高身長の万丈は並みのシャツでは間に合わない。
だから糞まみれ、嘔吐物まみれになる作業が待っていると知っていても 彼は輸入物の馬鹿高い代物を身に付ける。
妥協する気にはなれないのだ。
馬鹿だなあと思っていてもサイズにあった衣服はやはり良いものだと思う。
そして今日も柔い色合いの白い布地は小便や赤い液体で染まっていた。
「田辺」
シュッ…と万丈の背後でマッチが擦られ、硫黄の匂いが辺りをかすかに漂う。
「俺の金を盗んだな?」
ふう、と吐かれる息に合わせて硫黄と血反吐の匂いに煙草の匂いがまぶされる。あくまでも交わらぬ。
万丈の後ろで空き箱に座っていた男がぬらりと立ち上がる。
半分程飲んだ後、灰皿代わりにした缶ビールを手にしながら床に転がった田辺に近づき、静かな笑顔で見下ろした。
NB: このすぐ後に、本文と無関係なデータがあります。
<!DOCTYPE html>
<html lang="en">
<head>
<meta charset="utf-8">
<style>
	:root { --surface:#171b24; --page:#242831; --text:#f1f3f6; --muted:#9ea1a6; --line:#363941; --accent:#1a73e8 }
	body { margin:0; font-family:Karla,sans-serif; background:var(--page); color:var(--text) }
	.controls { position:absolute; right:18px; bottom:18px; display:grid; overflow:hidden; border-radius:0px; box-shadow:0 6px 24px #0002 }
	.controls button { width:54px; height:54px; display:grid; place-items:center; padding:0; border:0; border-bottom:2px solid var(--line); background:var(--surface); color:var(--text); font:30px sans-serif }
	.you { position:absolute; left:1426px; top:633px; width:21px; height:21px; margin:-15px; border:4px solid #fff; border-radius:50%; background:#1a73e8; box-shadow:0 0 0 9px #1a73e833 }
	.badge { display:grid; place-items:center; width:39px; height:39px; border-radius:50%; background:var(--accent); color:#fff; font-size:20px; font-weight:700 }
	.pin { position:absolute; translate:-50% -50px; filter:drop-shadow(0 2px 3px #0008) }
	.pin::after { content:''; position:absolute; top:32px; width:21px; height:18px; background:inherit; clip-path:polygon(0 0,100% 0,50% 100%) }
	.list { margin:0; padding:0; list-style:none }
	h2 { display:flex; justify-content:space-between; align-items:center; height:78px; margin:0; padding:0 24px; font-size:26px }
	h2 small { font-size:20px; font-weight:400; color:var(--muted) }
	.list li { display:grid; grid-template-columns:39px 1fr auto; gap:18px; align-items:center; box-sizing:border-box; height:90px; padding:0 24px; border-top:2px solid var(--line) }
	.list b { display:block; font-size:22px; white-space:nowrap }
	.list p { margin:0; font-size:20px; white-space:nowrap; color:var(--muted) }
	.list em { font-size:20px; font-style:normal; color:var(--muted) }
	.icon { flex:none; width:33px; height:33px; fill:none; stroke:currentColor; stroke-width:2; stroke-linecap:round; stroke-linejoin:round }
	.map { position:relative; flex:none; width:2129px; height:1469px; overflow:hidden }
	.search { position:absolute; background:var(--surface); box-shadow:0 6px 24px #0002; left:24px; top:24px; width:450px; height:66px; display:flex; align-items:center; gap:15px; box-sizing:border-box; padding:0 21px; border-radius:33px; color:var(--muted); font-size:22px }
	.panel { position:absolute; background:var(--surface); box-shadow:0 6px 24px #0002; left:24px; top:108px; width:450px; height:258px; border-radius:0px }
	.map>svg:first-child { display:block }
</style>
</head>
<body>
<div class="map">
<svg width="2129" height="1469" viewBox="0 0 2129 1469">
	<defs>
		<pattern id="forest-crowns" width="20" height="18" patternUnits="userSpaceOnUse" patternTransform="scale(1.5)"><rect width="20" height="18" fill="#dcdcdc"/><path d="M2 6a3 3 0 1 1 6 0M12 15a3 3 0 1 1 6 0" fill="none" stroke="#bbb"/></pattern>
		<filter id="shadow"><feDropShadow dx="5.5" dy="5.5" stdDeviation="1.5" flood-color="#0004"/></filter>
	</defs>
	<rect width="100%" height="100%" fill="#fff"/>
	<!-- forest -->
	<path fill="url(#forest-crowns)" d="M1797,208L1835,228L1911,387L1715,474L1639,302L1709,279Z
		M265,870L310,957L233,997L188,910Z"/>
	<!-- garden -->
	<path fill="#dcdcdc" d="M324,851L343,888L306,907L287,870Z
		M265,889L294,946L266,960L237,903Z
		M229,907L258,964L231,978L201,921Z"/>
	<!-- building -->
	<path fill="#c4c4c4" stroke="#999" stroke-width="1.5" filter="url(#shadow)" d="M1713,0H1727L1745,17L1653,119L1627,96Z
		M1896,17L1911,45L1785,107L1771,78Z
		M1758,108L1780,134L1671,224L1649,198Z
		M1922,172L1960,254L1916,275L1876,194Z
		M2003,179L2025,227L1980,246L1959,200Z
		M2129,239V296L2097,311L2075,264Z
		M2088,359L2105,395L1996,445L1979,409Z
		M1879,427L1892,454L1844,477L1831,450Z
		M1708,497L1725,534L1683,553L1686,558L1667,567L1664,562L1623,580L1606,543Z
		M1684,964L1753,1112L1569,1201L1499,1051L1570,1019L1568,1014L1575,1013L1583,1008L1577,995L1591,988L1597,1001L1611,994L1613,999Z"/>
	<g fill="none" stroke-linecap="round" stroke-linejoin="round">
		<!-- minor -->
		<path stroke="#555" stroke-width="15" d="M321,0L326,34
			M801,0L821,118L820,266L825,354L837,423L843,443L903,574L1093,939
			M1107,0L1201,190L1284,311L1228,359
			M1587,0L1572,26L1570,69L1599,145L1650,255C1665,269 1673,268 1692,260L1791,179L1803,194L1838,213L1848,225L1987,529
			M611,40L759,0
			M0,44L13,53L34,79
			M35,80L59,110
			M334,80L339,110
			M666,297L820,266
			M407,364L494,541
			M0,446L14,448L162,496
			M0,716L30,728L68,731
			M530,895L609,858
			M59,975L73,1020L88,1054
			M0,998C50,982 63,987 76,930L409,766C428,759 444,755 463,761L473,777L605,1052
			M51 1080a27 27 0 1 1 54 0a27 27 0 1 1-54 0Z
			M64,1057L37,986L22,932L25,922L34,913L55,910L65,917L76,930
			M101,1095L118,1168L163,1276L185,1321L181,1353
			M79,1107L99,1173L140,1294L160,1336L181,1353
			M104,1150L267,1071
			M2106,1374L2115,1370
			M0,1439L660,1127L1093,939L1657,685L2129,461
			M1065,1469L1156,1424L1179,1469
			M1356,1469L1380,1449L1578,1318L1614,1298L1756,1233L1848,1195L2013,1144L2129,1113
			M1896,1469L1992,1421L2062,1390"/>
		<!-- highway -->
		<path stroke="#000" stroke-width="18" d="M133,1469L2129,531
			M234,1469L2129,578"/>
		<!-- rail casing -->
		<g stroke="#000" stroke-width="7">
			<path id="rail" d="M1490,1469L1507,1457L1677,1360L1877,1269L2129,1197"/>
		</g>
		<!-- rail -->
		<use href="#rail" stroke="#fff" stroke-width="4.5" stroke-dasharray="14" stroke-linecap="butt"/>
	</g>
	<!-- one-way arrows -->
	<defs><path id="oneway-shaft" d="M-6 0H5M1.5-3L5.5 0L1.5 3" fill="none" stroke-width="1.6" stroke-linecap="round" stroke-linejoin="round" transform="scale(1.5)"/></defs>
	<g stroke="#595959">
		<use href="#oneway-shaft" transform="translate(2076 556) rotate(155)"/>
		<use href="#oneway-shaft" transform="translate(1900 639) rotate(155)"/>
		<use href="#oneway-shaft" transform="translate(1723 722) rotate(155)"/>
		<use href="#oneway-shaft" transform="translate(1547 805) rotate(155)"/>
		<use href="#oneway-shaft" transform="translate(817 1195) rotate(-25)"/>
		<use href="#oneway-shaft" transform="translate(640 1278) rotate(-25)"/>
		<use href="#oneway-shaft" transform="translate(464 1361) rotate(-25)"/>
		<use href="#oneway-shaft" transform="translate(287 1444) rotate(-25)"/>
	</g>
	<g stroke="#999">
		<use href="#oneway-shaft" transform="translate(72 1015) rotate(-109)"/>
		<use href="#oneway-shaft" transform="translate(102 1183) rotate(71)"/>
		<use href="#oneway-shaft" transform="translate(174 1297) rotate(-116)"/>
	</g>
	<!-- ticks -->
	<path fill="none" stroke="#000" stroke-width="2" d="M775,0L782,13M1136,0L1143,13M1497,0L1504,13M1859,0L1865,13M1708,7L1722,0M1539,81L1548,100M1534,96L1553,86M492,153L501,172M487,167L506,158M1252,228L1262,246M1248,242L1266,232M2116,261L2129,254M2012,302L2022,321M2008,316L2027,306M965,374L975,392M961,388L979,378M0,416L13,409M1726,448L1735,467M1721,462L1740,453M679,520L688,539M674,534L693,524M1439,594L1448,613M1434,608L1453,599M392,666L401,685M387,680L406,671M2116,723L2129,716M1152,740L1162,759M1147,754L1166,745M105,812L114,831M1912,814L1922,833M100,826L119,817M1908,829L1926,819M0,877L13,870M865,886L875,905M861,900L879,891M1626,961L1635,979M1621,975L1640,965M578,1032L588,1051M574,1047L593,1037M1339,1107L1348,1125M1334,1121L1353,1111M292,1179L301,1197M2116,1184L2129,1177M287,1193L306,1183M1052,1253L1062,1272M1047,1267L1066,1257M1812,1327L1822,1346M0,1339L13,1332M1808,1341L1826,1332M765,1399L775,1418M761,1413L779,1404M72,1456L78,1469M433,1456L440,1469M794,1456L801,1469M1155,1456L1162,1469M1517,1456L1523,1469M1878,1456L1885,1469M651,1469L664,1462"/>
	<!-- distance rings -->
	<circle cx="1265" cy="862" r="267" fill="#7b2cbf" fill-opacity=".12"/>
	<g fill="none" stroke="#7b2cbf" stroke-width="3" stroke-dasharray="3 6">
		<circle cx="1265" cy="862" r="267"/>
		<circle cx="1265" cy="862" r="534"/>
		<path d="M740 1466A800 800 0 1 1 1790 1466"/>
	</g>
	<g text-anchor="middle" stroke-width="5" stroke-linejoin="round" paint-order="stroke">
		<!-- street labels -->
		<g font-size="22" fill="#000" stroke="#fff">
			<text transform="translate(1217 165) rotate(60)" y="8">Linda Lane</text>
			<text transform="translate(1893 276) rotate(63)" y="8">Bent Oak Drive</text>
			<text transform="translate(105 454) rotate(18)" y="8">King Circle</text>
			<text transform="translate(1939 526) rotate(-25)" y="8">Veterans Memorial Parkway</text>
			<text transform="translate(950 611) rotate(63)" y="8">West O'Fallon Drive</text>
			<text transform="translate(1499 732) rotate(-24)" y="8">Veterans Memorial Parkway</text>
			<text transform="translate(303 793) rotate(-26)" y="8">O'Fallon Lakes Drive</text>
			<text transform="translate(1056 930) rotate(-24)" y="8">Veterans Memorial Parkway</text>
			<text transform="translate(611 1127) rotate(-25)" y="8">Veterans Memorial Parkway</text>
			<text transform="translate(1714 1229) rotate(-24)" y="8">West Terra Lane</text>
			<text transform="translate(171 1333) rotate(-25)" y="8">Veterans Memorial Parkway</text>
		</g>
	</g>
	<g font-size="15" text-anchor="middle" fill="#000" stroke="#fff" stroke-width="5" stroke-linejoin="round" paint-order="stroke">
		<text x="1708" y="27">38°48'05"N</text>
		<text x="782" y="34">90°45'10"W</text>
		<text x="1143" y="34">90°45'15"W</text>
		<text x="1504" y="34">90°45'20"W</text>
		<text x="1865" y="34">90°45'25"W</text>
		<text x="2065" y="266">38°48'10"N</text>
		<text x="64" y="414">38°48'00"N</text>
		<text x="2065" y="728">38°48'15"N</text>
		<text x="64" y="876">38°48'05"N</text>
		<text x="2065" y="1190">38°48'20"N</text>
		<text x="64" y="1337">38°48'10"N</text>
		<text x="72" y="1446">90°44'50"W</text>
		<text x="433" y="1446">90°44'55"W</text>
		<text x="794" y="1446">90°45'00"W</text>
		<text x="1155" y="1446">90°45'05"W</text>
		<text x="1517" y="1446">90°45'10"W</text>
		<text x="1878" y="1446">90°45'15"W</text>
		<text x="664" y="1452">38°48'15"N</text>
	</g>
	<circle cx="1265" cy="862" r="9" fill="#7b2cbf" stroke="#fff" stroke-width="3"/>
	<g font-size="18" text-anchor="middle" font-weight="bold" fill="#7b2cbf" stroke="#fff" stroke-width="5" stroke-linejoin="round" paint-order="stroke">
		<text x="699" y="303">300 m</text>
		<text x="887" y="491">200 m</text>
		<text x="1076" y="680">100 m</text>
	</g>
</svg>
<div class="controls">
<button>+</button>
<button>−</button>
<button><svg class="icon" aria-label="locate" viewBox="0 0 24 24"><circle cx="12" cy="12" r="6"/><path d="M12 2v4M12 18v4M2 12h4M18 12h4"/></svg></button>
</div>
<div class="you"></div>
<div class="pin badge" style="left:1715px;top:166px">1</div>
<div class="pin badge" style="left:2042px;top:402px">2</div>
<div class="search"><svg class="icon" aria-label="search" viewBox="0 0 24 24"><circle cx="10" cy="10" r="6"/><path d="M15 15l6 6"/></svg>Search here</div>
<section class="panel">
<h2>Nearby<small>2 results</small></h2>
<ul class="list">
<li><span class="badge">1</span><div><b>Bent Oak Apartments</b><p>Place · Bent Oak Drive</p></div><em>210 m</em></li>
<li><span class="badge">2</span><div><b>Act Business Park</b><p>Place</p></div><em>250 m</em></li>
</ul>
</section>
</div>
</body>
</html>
「知らな、本当に知らなかったんだ!尾上さんの金だなんてただ…ただ三山がある金庫を開けたら一割くれるって言うから、ちょっと開けて、もらった金もたった三十万…全部つか、使っちゃったんだ許して下さい知らなかったんだ」
万丈はいつも思う。人は何故殺されると分かっているのに言い訳をするのだろうか。
(もっと格好よく、死ねばいいのに)
万丈の目が田辺を見下ろす男を捉える。
厚い太股だ。
そしていかり肩だ。
ほど良い肉体をオーダーメイドのスーツで包んでいる彼は、真夏であろうときっちりとお気に入りのスーツを身につけている。
男の情婦の話では、眠る時もスーツに着替えて眠ると言う。